One of the key components of Microsoft Fabric is Synapse Data Warehouse. This entity within the Fabric is specifically designed to facilitate the storage of data within the OneLake concept. It provides a seamless interface for interacting with the data through TSQL commands. If you were to consider Synapse SQL pools, such as Dedicated SQL Pool or Serverless SQL Pool, as the older siblings of the Fabric Data Warehouse, you would be entirely correct. For SQL professionals, working with Fabric Warehouse should be very intuitive and familiar, given their experience with Synapse or SQL Server. It is worth noting that the warehouse is seamlessly integrated with the OneLake concept, meaning that data is not stored in a proprietary format exclusive to the warehouse itself but rather resides within the same storage utilized by other artifacts. Furthermore, Fabric leverages the Delta format as its underlying mechanism.
What is the difference between Fabric lakehouse and Fabric warehouse?
This question may come to your mind, and there are multiple differences as well as some similarities between the two. I believe I will write a dedicated article on this topic, but for now, I will just mention a few factors that can influence your choice between the two:
Data types
A Lakehouse is a Spark-based solution, which means it can handle all types of data, including unstructured data. On the other hand, a Warehouse is best suited for structured data.
Language
A Lakehouse can be developed using Pyspark, Spark SQL, R, or Scala, whereas a Warehouse is a pure TSQL service. This can be an important factor to consider when assessing the skill set within our organization. Please keep in mind that Spark SQL and TSQL are both SQL languages, but they have some differences in syntax.
Things can get even more complicated when you notice that with a Lakehouse, another object called SQL Endpoint is created. This endpoint is essentially a service that allows you to read the Lakehouse using TSQL. However, let’s leave that topic for now and proceed to the demo.
Creating warehouse
Once you log in to Fabric, you can switch to the Data Warehouse experience by selecting it from the bottom left corner.
Once you’re there, you will have a few options to choose from. We will select Warehouse (Preview) to create an empty warehouse.
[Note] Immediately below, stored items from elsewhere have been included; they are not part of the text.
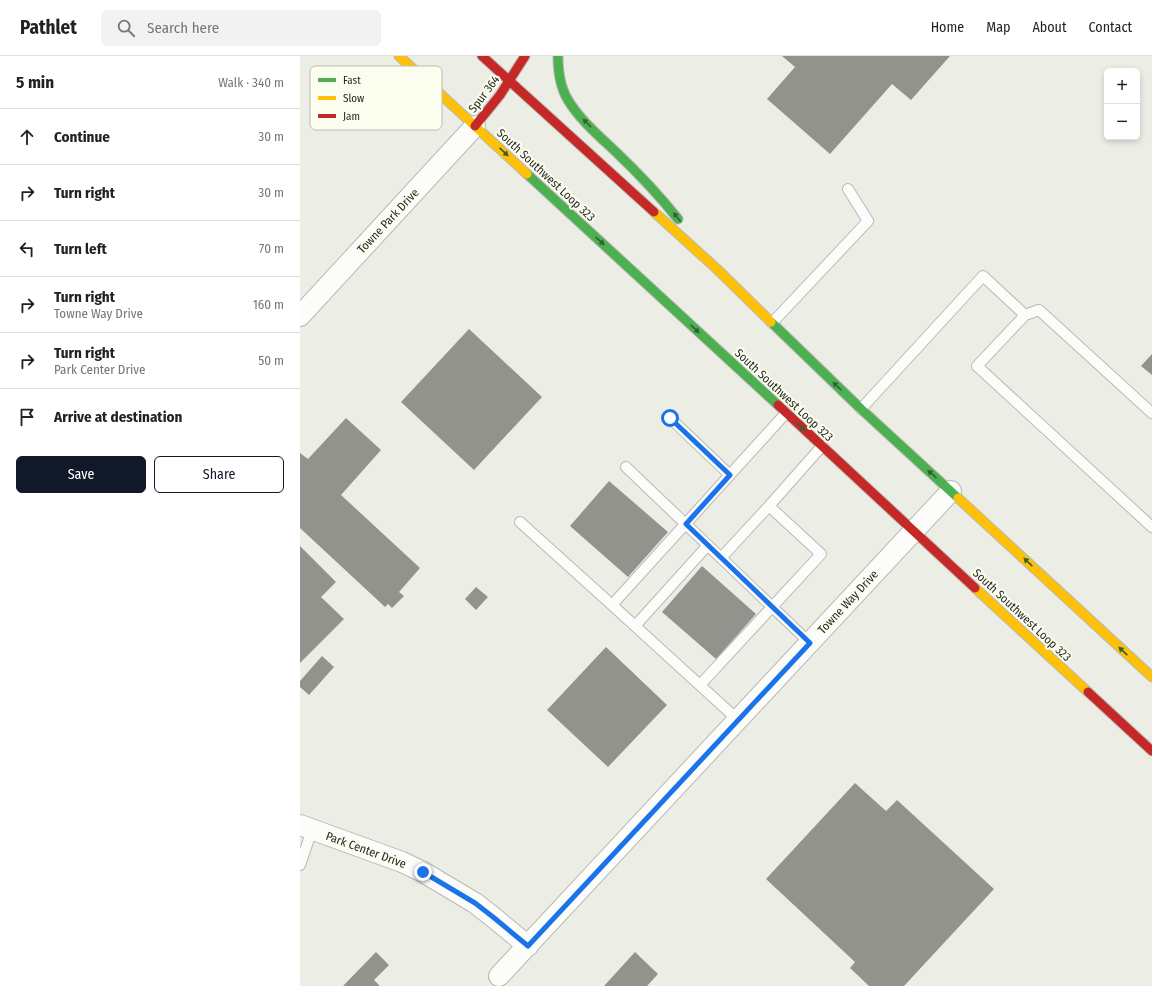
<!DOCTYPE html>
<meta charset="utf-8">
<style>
:root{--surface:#fff;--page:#f2f2f2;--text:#222;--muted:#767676;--line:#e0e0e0;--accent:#111827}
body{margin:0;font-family:"Fira Sans Condensed",sans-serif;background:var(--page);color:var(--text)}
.controls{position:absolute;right:12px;top:12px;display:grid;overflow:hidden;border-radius:6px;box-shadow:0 2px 6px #0003}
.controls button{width:36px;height:36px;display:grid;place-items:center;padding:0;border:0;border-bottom:1px solid var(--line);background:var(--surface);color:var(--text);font:20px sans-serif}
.stop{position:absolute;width:12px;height:12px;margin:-9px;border:3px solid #1a73e8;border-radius:50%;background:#fff}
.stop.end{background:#1a73e8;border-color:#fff;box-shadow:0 1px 4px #0008}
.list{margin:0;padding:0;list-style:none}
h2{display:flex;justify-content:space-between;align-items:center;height:52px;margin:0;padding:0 16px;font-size:17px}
h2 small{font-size:13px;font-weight:400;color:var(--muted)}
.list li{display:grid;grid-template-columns:26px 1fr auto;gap:12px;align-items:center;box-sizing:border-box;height:56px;padding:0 16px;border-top:1px solid var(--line)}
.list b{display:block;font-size:15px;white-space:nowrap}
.list p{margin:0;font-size:13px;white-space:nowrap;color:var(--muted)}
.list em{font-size:13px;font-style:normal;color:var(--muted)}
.actions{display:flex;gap:8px;padding:12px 16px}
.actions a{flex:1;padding:9px 0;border:1px solid var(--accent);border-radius:6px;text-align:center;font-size:14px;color:var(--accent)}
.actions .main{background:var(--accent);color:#fff}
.icon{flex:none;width:22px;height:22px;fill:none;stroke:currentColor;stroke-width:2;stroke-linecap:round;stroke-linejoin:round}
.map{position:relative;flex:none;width:852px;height:930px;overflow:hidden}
header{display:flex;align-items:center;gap:24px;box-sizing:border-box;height:56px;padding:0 20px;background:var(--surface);border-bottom:1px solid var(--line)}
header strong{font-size:19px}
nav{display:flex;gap:22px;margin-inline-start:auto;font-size:14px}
.search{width:280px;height:36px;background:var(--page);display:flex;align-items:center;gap:10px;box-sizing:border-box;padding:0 14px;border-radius:6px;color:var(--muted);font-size:15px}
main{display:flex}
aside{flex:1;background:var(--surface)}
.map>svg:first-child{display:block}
.building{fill:#93938d}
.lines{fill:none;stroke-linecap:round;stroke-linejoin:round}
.lane-casing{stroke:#b8b9b3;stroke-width:12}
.street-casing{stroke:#b8b9b3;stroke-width:22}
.fast-casing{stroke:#b8b9b3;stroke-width:11}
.slow-casing{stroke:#b8b9b3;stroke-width:11}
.jam-casing{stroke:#b8b9b3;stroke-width:11}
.lane{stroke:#fcfcfb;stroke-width:10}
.street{stroke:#fcfcfb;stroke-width:20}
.fast{stroke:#4caf50;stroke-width:9}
.slow{stroke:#ffc107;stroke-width:9}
.jam{stroke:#c62828;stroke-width:9}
.oneway{fill:#365f35}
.route{stroke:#1a73e8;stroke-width:5}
.labels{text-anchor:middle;stroke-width:4;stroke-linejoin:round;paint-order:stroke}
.street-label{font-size:12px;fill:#282923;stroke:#fbfeef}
.key{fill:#fbfeef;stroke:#bcbeb2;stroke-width:1}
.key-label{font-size:11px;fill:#282923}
</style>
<header>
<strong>Pathlet</strong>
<div class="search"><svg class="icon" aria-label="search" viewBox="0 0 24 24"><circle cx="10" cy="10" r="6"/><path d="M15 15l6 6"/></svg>Search here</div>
<nav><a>Home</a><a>Map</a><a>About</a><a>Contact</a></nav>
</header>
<main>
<aside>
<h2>5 min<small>Walk · 340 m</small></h2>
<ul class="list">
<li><svg class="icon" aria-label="ahead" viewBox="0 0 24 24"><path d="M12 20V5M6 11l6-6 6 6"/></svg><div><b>Continue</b></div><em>30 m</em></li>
<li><svg class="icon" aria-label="right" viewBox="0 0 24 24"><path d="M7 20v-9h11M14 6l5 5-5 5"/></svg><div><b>Turn right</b></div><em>30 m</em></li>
<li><svg class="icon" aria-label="left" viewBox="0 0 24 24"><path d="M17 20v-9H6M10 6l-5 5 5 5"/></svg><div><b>Turn left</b></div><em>70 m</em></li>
<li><svg class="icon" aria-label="right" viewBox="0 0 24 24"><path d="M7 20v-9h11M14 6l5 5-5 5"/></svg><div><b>Turn right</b><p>Towne Way Drive</p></div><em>160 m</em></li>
<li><svg class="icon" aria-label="right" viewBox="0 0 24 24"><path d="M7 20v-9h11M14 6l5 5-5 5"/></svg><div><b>Turn right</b><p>Park Center Drive</p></div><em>50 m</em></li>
<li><svg class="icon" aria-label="arrive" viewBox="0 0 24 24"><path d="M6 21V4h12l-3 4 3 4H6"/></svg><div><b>Arrive at destination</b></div></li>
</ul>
<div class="actions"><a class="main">Save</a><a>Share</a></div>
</aside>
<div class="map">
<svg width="852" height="930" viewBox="0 0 852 930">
<rect width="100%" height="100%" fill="#eceee6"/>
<path class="building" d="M 482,0 L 650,0 L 611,44 L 592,28 L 530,98 L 467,43 L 495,11 Z
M 169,273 L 242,341 L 174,414 L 101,346 Z
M 852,298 L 852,319 L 841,310 Z
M 46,362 L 81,394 L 41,439 L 120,512 L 99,536 L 104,540 L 92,552 L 88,548 L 85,551 L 0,472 L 0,397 L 8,403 Z
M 309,425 L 368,476 L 328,521 L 270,470 Z
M 0,490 L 36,526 L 21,541 L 44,563 L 0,607 Z
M 402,510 L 456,558 L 416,603 L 362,556 Z
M 176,531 L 188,541 L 176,554 L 165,543 Z
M 306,591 L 367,649 L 308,711 L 247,654 Z
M 22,600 L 34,611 L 9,639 L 0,631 L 0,625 Z
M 555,727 L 586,755 L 597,744 L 694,833 L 604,930 L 569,930 L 550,912 L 555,906 L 466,823 Z
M 76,896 L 89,909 L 74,924 L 80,930 L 43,930 Z
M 335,896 L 358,918 L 347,930 L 304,930 Z"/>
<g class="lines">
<g class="lane-casing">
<path id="lane" d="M 725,259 L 677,310 L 852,471
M 472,267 L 568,165 L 548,133
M 561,353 L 683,220 L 725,259 L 739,254 L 852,357
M 370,362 L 430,419
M 326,411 L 510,587
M 469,450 L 522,390
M 220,466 L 312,549 L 486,357
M 312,549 L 438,664
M 335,570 L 408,489
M 400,629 L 521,498 L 469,450 L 421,502
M 0,809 L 12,774"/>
</g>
<g class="street-casing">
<path id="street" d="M 0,260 L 175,70
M 0,769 L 102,806 L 123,816 L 175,847 L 193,861 L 228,890
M 199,920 L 651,435"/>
</g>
<g class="fast-casing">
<path id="fast" d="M 258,0 C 258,15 260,31 268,44 C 280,64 299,80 316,96 C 338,117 359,139 378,163
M 227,118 L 478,349
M 471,266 L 561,353 L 658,442"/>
</g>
<g class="slow-casing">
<path id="slow" d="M 99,0 L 227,118
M 354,156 L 418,214 L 471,266
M 658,442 L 852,621
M 675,532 L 788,636"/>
</g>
<g class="jam-casing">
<path id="jam" d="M 182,0 L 354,156
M 175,70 L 200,39 L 225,0
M 478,349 L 675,532
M 788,636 L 852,695"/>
</g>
<use href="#lane" class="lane"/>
<use href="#street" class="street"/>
<use href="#fast" class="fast"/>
<use href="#slow" class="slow"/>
<use href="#jam" class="jam"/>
</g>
<defs><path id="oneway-solid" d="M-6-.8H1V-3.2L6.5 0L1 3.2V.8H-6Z"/></defs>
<g class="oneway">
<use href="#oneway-solid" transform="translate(287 67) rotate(-135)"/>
<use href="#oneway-solid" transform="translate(204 96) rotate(43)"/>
<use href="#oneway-solid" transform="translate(377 161) rotate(-128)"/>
<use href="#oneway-solid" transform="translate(300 185) rotate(43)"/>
<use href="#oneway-solid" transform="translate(395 273) rotate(43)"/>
<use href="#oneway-solid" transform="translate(537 330) rotate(-136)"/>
<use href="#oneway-solid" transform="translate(501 371) rotate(43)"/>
<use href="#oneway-solid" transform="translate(632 418) rotate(-138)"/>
<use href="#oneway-solid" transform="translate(728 506) rotate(-137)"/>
<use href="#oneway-solid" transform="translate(823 595) rotate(-137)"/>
</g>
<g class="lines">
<path class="route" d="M 123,816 L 175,847 L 193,861 L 228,890 L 510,587 L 386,468 L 430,419 L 370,362"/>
</g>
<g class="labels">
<g class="street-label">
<text transform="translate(184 38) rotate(-53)" y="4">Spur 364</text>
<text transform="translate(246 119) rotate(43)" y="4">South Southwest Loop 323</text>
<text transform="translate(88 165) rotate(-47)" y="4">Towne Park Drive</text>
<text transform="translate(484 339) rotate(43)" y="4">South Southwest Loop 323</text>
<text transform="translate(548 546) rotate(-47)" y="4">Towne Way Drive</text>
<text transform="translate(722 559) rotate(43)" y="4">South Southwest Loop 323</text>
<text transform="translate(66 794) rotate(20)" y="4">Park Center Drive</text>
</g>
</g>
<rect x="10" y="10" width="132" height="64" rx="6" class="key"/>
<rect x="18" y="22" width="18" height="4" fill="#4caf50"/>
<rect x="18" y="40" width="18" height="4" fill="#ffc107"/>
<rect x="18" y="58" width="18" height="4" fill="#c62828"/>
<g class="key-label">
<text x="43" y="28">Fast</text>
<text x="43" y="46">Slow</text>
<text x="43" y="64">Jam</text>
</g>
</svg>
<div class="controls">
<button>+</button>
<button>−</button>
</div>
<div class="stop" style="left:370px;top:362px"></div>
<div class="stop end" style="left:123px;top:816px"></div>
</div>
</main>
I also recommend checking out Warehouse sample, which will create a warehouse for you with some sample data already inside.
Creating a warehouse is extremely simple because all you need to provide is a meaningful name and an optional sensitivity label (you can find more information about sensitivity labels within Fabric here)
After a while, our Warehouse should be ready. Please take a look at the message at the top, which states that a default Power BI Dataset will be created on top of our warehouse. An important aspect of this dataset is that it will be synchronized with your warehouse. This means that any tables you add to the warehouse will also be visible in the dataset.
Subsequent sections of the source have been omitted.